A 93-year-old Hawaii Kai woman has been unable to make or receive calls on her land line since her phone went dead Dec. 19 during a period of heavy rain.
Doris Tilden is one of an estimated 1,100 Hawaiian Telcom land-line customers currently without phone service since December and through the holidays, when calls to and from friends and family are important.
"This is the worst time of year for this to happen," said Tilden’s son, Tim, who said he is angry because he reported the problem Dec. 20, was first told the problem would be fixed by Dec. 27, then was given a Jan. 3 date. Even that day has passed, he noted.
Hawaiian Telcom spokeswoman Ann Nishida Fry said trouble calls rose following the Dec. 10-11 heavy rain and again Dec. 19, following another bout of heavy rainfall.
The company reported about 2,200 current trouble tickets, with problems ranging from static to outages. It includes multiple calls from the same customers and non-rain-related issues.
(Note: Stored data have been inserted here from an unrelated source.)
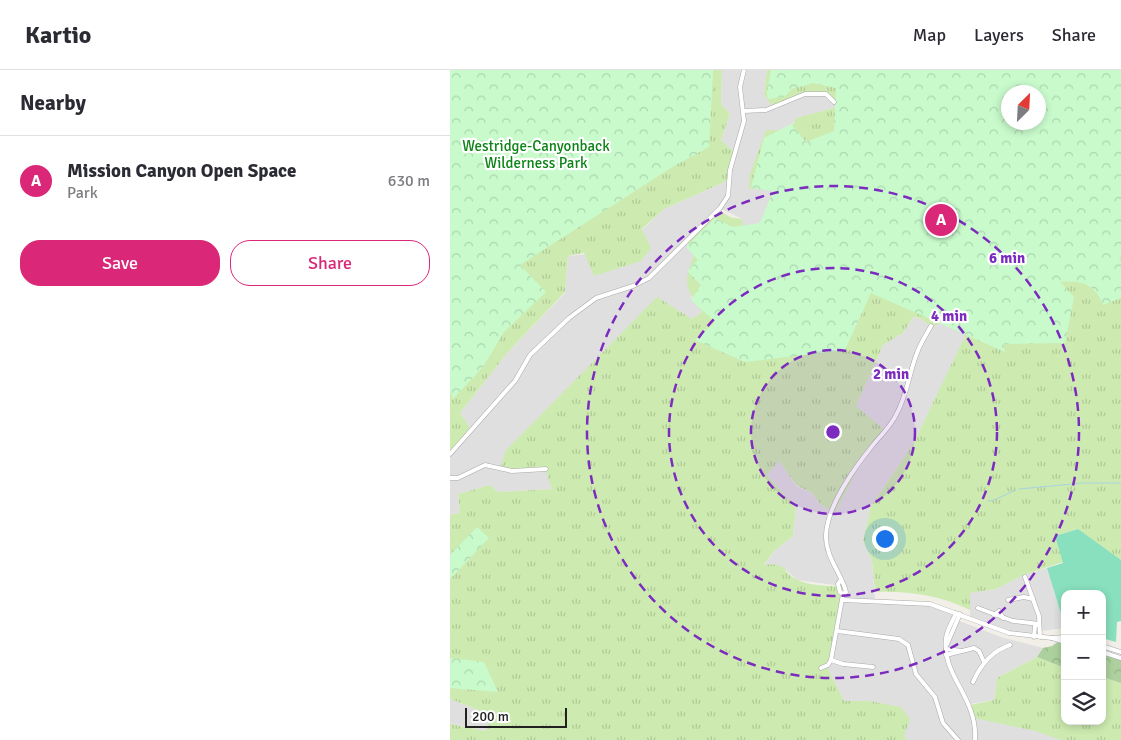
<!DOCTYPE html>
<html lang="en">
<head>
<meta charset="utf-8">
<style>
  body { margin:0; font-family:Signika,sans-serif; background:#f2f2f3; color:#2b2b33 }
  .controls { position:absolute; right:15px; bottom:15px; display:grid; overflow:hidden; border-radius:10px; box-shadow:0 2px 8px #0003 }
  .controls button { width:45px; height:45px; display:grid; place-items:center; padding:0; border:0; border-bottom:1px solid #e1e1e2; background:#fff; color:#2b2b33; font:25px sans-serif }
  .compass { position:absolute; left:551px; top:15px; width:45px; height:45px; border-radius:50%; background:#fff; box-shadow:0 2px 8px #0003; rotate:24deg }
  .scale { position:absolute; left:15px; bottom:12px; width:102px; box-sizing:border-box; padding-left:5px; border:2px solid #222; border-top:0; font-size:14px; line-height:18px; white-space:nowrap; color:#222; -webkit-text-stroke:4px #fff; paint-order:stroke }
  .you { position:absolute; left:434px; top:468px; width:18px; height:18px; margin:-12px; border:4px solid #fff; border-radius:50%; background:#1a73e8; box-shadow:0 0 0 8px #1a73e833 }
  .badge { display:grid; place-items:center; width:32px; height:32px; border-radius:50%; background:#db2777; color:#fff; font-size:16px; font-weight:700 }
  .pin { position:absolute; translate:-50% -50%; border:2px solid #fff; box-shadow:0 1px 5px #0006 }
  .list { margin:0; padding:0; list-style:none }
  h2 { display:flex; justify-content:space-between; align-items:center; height:65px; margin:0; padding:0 20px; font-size:21px }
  h2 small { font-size:16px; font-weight:400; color:#7c7c81 }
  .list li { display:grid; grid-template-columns:32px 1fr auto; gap:15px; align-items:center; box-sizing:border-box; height:90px; padding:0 20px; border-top:1px solid #e1e1e2 }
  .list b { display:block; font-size:19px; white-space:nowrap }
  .list p { margin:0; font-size:16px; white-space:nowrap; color:#7c7c81 }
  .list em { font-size:16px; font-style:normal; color:#7c7c81 }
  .actions { display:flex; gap:10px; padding:15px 20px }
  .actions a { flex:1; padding:11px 0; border:1px solid #db2777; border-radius:20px; text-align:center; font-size:18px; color:#db2777 }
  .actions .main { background:#db2777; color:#fff }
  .icon { flex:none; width:28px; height:28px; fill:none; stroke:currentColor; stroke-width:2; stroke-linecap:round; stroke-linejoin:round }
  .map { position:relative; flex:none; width:671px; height:670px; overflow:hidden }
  header { display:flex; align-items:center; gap:30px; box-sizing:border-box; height:70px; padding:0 25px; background:#fff; border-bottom:1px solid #e1e1e2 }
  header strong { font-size:24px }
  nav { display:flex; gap:28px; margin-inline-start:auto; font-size:18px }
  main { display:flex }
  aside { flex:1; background:#fff }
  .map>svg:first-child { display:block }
  .residential { fill:#e0dfdf }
  .grass { fill:url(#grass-tufts); fill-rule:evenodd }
  .forest { fill:url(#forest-crowns) }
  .park { fill:url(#park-crowns); fill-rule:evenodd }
  .pitch { fill:#88e0be }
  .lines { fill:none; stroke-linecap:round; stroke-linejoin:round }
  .stream { stroke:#aad3df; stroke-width:1 }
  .minor-casing { stroke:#a9a9a9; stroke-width:5 }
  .minor { stroke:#fff; stroke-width:4 }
  .ring { fill:none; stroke:#7b2cbf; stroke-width:2.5; stroke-dasharray:9 6 }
  .labels { text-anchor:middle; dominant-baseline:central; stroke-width:4.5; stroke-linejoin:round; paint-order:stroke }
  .park-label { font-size:15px; fill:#0c8416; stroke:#fff }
  .centre { fill:#7b2cbf; stroke:#fff; stroke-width:2.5 }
  .ring-label { font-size:15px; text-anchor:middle; font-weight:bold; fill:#7b2cbf; stroke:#fff; stroke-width:4.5; stroke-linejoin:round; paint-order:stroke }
</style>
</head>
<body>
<header>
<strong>Kartio</strong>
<nav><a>Map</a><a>Layers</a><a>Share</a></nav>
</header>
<main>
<aside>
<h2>Nearby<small></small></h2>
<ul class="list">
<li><span class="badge">A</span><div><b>Mission Canyon Open Space</b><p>Park</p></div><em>630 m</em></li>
</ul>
<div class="actions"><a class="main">Save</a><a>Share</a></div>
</aside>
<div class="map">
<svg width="671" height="670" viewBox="0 0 671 670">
  <defs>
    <pattern id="grass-tufts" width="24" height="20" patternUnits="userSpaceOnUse" patternTransform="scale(1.25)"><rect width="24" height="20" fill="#cdebb0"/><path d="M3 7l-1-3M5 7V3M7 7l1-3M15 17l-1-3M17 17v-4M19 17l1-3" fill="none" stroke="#b0c997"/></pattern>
    <pattern id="forest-crowns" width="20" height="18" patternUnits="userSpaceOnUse" patternTransform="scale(1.25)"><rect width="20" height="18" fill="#add19e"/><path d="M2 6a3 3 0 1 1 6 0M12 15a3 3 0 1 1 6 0" fill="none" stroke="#95b388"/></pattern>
    <pattern id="park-crowns" width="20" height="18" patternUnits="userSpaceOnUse" patternTransform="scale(1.25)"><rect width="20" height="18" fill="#c8facc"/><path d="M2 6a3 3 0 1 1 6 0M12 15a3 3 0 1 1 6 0" fill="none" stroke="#acd6af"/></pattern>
  </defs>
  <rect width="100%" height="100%" fill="#f2efe9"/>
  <g class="residential">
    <path d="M272,0h45l-3,24 58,-1 11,7 4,7 -41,11 -47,70 23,1 5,14 -17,23 -16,1 -2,-8 -22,-11 -34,35 9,10 -4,44 11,15 -10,7 -146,150 6,20 -54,3 -8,-7 -32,9 2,19 -10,2v-61l22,-23 -12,-18 48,-61 57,-59 3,-37 83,-8 -9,-18 22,-21 65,-29 -8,-40 9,-26 -9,-9z"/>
    <path d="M463,247l6,1 12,8 12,-3 24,11 -54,110 -42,62 -8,34 9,21 3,39 44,2 37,11 -8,18 -1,13 10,-24 44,17 42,11 -6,9 -40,21 -3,22 -24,4 91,36h-154l-38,-39h-25l-18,-34 16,-81 -45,-6 -11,-10 -22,-4 10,-15 19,-15 3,-28 -29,-33 12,-15 17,26 16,7 9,12 14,8 18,-36 20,-29 -18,-42 28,-61 20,-12z"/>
    <path d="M597,498l18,60 -24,3v-5h-6l-1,11 -25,-4 -39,-15v-25l26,-4 27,-14z"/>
    <path d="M0,629l41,16 -4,16 -37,-7z"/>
  </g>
  <g class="grass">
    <path d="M0,0h272l-1,34 9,10 -9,26 14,13 -6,27 -65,29 -22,20 9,19 -10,13 -47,15 -10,-23 -16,3 -3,36 -57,60 -48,61 12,18 -22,23z"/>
    <path d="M317,0h354v490l-44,-31 -22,7 8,26 -40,13 -27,14 -26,4v17c-31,-15 -61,-19 -95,-18l-3,-31 -9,-21 8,-34 42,-62 53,-110 -23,-11 -12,3 -12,-8 -6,-1 -10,16 -20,12 -27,61 30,25 -27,36 -24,46 -14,-8 -9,-12 -16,-8 -17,-24 -12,14 29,33 -3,28 -19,15 -10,14c26,-3 17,8 34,15 12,6 31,6 44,6l1,10 -12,64 -4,7 17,34h25l32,6 9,12 -6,17 3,4h-457v-16l36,7 5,-16 -41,-16v-184l10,-2 -2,-19 32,-9 8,7 54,-3 -7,-20h-45l6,-19 151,-153 35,22 10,-7c-18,-27 -19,-28 -7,-59l-9,-11 33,-32 11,7 12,2 2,8 16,-1 17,-23 -5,-14h-23l1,-15 16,-44 23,1 7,-13 41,-11 -8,-11 -24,-2 -32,14 -9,-14zM558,22h30v30h-30z"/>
    <path d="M587,587l28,11v53h37v-44l19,6v57h-60l-26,-9 -61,-13 -4,-13 24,-5 3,-22z"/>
  </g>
  <g class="forest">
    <path d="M609,571l6,1v26l-28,-11 6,-9 9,-2z"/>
    <path d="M652,582l19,6v25l-19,-6z"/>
  </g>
  <g class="park">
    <path d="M0,0h263l-4,77 -35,19 -154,99 26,27 -42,40 -21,35 -30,32 -3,-8z"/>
    <path d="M321,0h350v187h-2l2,5v36l-18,7c-8,-21 -22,-25 -43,-23l14,15 -9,46 -62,1 2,8 -134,-59 -26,57 -100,12 -50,-22 20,-18 -24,-22 10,-15 -14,-14 11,-11 -12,-13 29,-29 18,9 27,-4 13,-32 -22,-3 13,-50 27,-14 15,18 28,-11 2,-43 -23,-5 -21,6 -8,8 -16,2 -1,-6zM558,22h30v30h-30z"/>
    <path d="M27,457l12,11 -39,41v-24z"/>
    <path d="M0,588l34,4 14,30 -48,-4z"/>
  </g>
  <path class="pitch" d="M628,459l43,31v61l-4,1 -1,20 -14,-4v-44h-37v33l-18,-59 16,-5 -8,-27z"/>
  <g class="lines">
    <g class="stream">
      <path d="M569,419l64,-6h38"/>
      <path d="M538,431l6,-1 22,-10"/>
    </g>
    <defs>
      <g id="minor">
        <path d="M294,41l22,-1 39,-16h21l8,8"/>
        <path d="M0,384l65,-73 15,-26 39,-37 27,-20 37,-12 16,-8 71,-70 8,-12 2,-26 14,-49 -4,-34 4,-17"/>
        <path d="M0,408h8l27,-13 27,6 34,-2"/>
        <path d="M575,507l14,39 1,21"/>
        <path d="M390,511l-2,3 2,8 3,2 3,-2c-4,-18 -21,-35 -20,-57 1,-29 29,-68 47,-90 8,-10 18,-19 23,-30 11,-19 13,-42 21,-62 3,-9 9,-18 14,-27"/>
        <path d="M393,530l87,4 79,29 43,5 13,-1"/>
        <path d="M558,530l16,-3 9,2"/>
        <path d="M528,538l35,13 26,3"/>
        <path d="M506,543c-3,8 -9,16 -10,25 -5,38 32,59 29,102"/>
        <path d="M544,545l5,-4 4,7"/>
        <path d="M387,561l62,8 9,6 8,29 19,23 8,26 15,17"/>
        <path d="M584,567l1,-11 4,-2"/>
        <path d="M602,568l13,4"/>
        <path d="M497,574l13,-30"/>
        <path d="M652,576l19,6"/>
        <path d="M496,579l16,2"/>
        <path d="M652,582l19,6"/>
        <path d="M496,585l28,-7 5,3 5,11"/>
        <path d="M381,590l12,4 30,3"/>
        <path d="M371,598l7,-3 3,-5 12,-66"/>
        <path d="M523,612c7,-16 19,-31 37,-37"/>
      </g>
    </defs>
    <use href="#minor" class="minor-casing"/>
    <use href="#minor" class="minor"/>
  </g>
  <circle cx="383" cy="362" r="82" fill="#7b2cbf" fill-opacity=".12"/>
  <g class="ring">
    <circle cx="383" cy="362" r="82"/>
    <circle cx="383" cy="362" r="164"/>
    <circle cx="383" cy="362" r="246"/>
  </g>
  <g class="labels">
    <g class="park-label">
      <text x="86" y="76">Westridge-Canyonback<tspan x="86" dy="17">Wilderness Park</tspan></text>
    </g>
  </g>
  <circle cx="383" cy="362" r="8" class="centre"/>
  <g class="ring-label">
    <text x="557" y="193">6 min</text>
    <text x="499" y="251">4 min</text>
    <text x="441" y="309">2 min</text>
  </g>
</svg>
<div class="controls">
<button>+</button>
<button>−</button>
<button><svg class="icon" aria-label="layers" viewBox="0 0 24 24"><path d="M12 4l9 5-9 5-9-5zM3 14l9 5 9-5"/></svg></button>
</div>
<svg class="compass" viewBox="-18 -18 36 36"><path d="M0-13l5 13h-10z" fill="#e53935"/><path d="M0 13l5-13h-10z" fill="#7c7c81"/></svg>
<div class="scale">200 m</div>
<div class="you"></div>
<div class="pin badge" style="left:491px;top:150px">A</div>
</div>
</main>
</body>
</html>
(The company was unable to provide the number of customers with rain-related problems since the flood of calls began.)
The company’s repair crews have been working overtime and holidays, and neighbor island crews were brought in to help.
"We understand that affected customers are frustrated, and apologize for their inconvenience," Nishida Fry said. "We want to assure them that we are making progress and that each customer issue will be addressed as soon as possible."
Some repairs require cutting sections of cable damaged by short circuits due to water infiltration, then painstakingly splicing in hundreds of lines on both ends.
Small pockets of isolated problems affecting one or a few customers have occurred across the island.
Equipment failure occurred in some areas caused by prolonged loss of power and water infiltration, Nishida Fry said.
In the Punahou and Aina Haina areas, a concentration of customers were hit, 140 and 70, respectively, she said.
In the Punahou area, construction crews from other companies damaged Hawaiian Telcom cables, causing small holes or cuts, without notifying the phone company, she said.
The company learned of the damage only after rainwater seeped into the cables, damaging them and affecting service, Nishida Fry said. The high-traffic area requires getting permits to close the road, working restricted hours to allow traffic to flow.